> [Requirement]: Look through the records and copy each line that has "aside" in it.

> [Dataset records]:
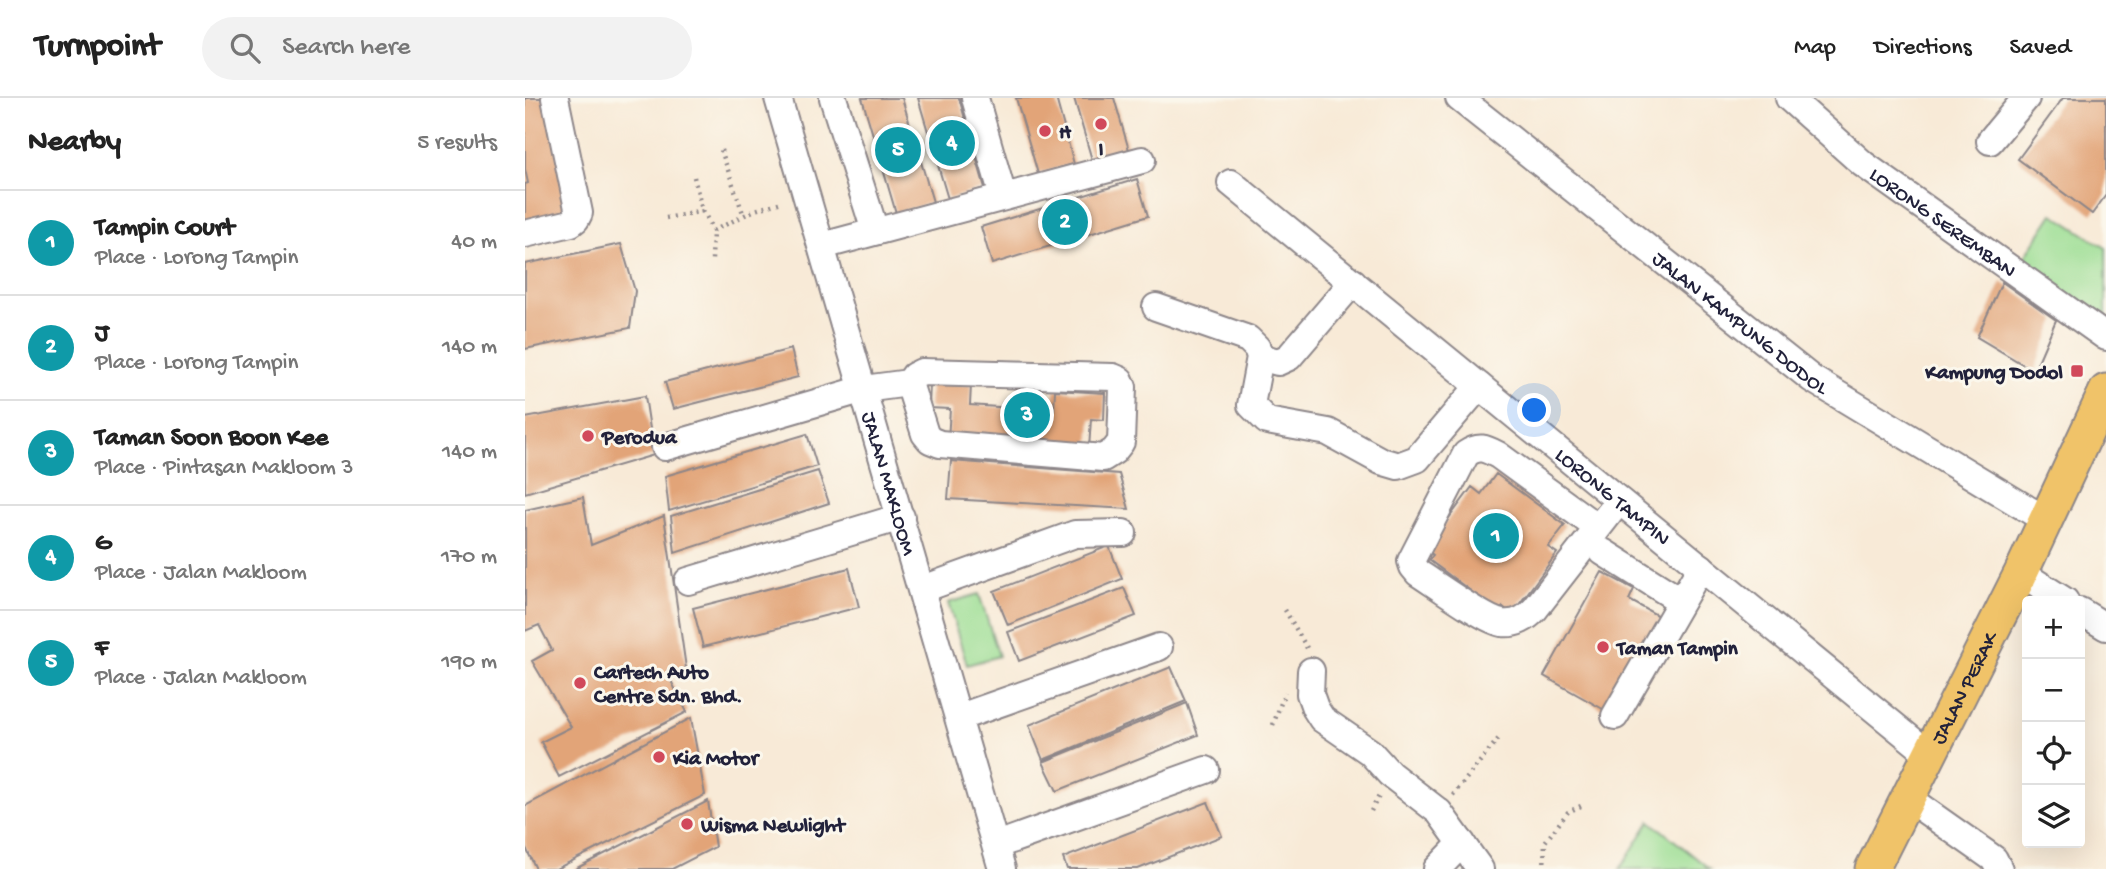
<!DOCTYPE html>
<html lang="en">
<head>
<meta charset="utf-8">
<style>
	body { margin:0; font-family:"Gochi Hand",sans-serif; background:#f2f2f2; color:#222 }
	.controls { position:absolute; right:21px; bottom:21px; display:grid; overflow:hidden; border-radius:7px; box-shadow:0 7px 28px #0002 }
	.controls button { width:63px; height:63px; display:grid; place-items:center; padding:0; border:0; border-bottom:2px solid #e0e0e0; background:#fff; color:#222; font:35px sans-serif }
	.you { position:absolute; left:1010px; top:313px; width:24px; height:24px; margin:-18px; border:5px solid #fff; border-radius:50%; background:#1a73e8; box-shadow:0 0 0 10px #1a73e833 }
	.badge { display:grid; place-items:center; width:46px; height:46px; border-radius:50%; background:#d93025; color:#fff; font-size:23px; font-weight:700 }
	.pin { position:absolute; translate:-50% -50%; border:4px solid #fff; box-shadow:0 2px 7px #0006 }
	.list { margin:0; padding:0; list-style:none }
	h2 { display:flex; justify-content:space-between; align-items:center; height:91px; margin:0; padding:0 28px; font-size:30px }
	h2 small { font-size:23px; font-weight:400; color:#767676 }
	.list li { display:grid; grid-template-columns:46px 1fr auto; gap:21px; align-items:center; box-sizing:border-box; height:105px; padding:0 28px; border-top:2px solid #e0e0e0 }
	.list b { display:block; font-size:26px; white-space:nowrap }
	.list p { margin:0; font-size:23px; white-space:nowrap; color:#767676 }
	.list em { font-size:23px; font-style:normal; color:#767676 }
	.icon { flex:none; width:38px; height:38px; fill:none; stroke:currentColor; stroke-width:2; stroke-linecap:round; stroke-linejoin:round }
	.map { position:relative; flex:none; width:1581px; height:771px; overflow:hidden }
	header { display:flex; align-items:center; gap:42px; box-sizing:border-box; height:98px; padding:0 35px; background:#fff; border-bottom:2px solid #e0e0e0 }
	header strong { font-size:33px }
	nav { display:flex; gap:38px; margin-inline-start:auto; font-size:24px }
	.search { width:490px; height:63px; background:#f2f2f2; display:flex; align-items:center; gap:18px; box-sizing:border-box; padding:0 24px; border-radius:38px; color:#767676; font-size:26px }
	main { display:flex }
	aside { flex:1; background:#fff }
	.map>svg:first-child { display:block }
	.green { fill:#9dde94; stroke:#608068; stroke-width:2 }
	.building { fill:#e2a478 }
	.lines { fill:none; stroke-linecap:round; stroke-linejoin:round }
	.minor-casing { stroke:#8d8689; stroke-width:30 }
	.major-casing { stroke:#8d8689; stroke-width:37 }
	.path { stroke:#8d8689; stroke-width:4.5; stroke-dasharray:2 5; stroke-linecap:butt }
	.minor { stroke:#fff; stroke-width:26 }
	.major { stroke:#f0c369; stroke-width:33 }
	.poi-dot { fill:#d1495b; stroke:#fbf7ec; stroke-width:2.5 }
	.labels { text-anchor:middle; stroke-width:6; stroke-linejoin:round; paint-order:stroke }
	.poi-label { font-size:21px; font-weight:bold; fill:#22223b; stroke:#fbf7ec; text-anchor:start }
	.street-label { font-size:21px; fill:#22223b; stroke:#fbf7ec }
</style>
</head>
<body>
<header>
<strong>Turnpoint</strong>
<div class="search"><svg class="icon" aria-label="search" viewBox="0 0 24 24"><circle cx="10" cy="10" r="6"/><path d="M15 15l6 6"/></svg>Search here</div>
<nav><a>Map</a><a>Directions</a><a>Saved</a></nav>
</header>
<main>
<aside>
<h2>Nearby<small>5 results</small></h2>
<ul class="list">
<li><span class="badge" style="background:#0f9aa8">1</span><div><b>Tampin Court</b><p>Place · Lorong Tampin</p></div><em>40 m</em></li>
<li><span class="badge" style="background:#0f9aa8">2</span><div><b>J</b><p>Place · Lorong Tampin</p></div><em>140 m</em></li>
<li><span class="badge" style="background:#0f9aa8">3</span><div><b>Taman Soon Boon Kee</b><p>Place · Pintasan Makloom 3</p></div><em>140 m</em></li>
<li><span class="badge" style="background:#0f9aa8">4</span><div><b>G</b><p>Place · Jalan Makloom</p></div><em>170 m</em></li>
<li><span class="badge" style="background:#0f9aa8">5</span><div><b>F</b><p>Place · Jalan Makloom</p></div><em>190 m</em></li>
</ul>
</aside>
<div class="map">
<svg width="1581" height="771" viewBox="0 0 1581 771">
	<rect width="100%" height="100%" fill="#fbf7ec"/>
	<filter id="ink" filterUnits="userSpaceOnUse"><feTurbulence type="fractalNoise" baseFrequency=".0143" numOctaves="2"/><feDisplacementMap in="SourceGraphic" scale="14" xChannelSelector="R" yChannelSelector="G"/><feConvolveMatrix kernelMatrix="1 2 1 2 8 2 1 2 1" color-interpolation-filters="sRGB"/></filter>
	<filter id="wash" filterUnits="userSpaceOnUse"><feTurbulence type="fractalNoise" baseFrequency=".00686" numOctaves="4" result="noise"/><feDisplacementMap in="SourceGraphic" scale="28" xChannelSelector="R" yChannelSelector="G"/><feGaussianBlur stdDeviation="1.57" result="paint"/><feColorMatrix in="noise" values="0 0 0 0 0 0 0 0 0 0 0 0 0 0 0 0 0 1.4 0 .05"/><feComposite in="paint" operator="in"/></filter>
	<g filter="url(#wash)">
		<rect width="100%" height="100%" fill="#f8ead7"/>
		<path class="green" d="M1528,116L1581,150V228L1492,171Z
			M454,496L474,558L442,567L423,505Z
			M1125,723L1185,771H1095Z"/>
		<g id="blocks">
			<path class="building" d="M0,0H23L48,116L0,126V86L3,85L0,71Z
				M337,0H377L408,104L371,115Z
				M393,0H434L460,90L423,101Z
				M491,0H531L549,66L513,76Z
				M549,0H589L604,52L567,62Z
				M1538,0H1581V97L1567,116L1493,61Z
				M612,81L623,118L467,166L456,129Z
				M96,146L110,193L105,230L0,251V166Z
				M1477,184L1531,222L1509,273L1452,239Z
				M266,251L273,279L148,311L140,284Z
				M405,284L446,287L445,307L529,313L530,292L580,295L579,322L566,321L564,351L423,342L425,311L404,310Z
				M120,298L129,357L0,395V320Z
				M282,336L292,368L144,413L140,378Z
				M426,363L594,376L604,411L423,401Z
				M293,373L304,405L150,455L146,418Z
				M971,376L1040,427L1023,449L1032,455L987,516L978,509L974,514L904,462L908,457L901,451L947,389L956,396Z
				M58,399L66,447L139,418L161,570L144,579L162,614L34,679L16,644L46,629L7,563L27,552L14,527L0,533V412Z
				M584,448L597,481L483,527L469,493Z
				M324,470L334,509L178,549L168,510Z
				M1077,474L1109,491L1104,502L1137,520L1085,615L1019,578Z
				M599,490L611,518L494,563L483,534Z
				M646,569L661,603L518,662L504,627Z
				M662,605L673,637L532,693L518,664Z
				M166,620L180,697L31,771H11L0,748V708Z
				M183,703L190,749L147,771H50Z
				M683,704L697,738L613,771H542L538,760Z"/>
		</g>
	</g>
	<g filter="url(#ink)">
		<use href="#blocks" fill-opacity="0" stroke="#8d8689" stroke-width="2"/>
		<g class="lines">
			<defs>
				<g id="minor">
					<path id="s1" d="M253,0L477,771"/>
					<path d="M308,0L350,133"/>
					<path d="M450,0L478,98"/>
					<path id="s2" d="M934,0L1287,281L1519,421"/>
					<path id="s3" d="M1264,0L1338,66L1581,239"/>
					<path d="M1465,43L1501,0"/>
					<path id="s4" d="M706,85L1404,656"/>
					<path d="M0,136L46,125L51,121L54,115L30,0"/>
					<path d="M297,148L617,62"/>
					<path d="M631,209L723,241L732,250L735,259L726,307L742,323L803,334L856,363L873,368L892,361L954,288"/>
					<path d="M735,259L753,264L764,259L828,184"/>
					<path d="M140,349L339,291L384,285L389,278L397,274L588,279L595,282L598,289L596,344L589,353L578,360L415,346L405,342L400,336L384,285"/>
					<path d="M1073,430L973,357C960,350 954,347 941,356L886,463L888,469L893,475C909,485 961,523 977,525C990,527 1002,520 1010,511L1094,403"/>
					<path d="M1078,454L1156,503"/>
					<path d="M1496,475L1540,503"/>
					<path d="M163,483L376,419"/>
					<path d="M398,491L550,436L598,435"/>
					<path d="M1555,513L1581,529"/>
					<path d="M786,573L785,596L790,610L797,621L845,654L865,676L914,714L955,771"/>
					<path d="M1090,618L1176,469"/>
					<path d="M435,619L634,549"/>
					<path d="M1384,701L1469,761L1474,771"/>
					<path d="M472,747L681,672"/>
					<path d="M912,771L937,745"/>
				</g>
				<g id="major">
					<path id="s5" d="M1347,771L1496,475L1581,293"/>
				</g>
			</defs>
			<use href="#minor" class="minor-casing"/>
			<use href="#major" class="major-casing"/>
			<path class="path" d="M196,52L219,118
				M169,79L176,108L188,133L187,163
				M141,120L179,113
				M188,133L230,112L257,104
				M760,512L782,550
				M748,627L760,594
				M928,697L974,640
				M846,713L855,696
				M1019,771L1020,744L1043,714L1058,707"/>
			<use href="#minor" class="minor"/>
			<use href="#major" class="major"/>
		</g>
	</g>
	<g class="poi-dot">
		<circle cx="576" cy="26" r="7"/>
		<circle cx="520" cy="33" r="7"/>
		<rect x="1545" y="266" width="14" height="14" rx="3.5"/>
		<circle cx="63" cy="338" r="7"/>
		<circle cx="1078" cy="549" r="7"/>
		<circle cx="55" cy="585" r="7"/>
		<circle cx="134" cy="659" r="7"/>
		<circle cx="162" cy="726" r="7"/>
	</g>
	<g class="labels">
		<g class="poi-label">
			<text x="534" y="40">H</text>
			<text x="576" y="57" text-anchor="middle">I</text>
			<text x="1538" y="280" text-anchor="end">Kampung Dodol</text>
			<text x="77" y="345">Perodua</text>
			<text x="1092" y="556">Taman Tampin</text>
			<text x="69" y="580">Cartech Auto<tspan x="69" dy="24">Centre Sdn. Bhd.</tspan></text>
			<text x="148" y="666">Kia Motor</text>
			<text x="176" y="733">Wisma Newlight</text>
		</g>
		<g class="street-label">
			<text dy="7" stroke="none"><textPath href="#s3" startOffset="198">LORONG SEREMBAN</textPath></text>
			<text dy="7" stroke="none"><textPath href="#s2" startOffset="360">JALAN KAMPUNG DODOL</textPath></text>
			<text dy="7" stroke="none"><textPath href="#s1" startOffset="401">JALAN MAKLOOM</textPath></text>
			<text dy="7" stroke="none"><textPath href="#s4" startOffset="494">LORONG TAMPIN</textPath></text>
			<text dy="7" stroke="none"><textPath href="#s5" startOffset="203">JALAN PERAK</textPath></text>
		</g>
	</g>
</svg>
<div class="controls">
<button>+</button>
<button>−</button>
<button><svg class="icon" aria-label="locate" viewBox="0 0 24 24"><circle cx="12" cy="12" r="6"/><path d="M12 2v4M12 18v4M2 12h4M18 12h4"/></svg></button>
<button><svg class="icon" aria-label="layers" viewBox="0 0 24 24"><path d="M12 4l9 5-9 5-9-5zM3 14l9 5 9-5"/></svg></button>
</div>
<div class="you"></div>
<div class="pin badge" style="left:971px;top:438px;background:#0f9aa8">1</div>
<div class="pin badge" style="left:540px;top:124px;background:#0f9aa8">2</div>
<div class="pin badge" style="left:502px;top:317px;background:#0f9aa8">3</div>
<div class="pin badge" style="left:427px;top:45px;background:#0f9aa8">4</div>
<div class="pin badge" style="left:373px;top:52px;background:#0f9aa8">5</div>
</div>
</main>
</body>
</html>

> [Exercise response]:
	aside { flex:1; background:#fff }
<aside>
</aside>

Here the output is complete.